Article I, Article II, and Article III in United States v. Texas

Let's Not Set Aside The Scholarly Debate About Vacatur

Predicting a Fragmented Vote in United States v. Texas

From the first:

I have now had a chance to review the transcript in United States v. Texas. On its face, this case concerns fairly technical debates about how to interpret the word "shall" in federal immigration law, and whether the APA permits the remedy of a national vacatur. But lurking under the surface are profound issues that implicate Congress's Article I powers, the President's Article II powers, and the Article III jurisdiction of the federal judiciary. I will take these topics in reverse order. …

From the second:

I'll admit it. I long ago simply assumed that courts could issue nationwide injunctions. Likewise, I took for granted that the APA gave courts the power to "vacate" agency actions. Sure, I questioned whether those injunctions and vacaturs could be "national" in scope–that is, extend to non-parties. And I often pondered whether it was possible to remand-without-vacatur. (If the D.C. Circuit does it, it must be right, right?!) But I never considered whether the vacatur itself was permissible. That was, of course, until Sam Bray and John Harrison came along.

Sam's scholarship on the nationwide injunction was perfectly timed. The Trump Administration was under a constant barrage of nationwide injunctions. Sam demonstrated that this sort of non-party relief would have been unknown in the courts of equity. The Trump DOJ would routinely cite Bray for this proposition. Somehow–it still boggles the mind–the Supreme Court went Trump's entire term without answering the nationwide injunction question. (And we still don't have an answer!)

Come 2021, the Biden Administration was under a constant barrage of nationwide injunctions.
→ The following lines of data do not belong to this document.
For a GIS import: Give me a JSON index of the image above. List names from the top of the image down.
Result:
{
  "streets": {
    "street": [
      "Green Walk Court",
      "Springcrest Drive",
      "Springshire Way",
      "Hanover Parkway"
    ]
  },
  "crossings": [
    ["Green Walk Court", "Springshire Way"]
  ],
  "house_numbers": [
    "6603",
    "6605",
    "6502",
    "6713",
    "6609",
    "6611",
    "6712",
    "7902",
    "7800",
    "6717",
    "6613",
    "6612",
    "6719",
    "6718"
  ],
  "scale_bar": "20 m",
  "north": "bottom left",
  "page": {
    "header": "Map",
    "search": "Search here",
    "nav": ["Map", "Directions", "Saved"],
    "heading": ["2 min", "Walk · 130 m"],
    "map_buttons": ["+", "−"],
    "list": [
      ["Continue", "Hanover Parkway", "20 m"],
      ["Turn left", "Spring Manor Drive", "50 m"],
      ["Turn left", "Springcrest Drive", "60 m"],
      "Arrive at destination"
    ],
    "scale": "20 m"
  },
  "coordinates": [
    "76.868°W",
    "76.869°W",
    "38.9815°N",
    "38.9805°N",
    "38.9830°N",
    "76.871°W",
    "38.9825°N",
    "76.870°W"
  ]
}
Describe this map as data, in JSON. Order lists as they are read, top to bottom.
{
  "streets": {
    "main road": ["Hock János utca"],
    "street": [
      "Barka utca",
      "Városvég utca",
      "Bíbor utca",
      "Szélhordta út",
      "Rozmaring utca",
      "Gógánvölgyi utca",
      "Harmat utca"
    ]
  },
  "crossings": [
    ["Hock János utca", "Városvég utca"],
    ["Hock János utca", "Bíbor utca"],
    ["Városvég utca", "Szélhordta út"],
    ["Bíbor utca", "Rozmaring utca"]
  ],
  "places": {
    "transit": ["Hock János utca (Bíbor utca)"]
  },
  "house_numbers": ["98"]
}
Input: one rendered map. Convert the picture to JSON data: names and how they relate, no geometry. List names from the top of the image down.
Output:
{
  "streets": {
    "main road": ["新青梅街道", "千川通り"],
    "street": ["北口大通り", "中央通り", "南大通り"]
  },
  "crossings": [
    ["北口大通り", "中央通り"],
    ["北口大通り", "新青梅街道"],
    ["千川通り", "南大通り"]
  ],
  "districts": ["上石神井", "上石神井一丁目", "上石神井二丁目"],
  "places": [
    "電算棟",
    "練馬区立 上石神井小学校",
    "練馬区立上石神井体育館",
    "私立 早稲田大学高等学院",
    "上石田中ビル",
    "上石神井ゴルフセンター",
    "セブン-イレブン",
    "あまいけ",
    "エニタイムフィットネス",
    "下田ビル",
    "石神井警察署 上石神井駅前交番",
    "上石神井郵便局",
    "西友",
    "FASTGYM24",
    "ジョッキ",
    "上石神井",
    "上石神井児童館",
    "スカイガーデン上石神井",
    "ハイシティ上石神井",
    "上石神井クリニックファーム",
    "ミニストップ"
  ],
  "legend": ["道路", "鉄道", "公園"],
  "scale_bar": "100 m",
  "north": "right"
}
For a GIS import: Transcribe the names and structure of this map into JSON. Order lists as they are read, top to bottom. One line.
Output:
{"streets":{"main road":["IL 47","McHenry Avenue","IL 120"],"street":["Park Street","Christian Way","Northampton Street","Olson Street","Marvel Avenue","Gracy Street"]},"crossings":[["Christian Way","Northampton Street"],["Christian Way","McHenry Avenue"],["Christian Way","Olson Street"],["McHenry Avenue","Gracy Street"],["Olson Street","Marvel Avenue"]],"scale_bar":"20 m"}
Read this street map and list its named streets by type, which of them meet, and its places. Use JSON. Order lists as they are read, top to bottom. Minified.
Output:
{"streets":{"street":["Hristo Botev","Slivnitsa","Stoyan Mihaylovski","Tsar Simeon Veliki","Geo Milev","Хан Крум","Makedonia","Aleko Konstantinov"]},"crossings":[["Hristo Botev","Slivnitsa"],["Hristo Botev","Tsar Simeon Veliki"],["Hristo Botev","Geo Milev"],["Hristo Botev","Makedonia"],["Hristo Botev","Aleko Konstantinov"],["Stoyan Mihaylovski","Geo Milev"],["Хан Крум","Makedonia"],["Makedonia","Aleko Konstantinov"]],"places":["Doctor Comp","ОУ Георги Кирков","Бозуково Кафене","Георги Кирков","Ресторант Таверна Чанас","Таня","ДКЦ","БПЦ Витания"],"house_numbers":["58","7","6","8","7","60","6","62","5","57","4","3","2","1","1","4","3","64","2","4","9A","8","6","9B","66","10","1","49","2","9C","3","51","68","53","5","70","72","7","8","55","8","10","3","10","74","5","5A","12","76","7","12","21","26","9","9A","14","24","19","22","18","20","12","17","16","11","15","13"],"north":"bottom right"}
And some conservative judges, perhaps sympathetic to Bray's arguments about the nationwide injunction, turned to a more familiar remedy: vacatur under the APA. These judges were not relying on some unenumerated equitable power, but instead were invoking an express delegation from Congress to "set aside" rules. Indeed, D.C. Circuit judges would vacate five rules before breakfast. But John Harrison argued forcefully that the APA could not be understood to support such a remedy.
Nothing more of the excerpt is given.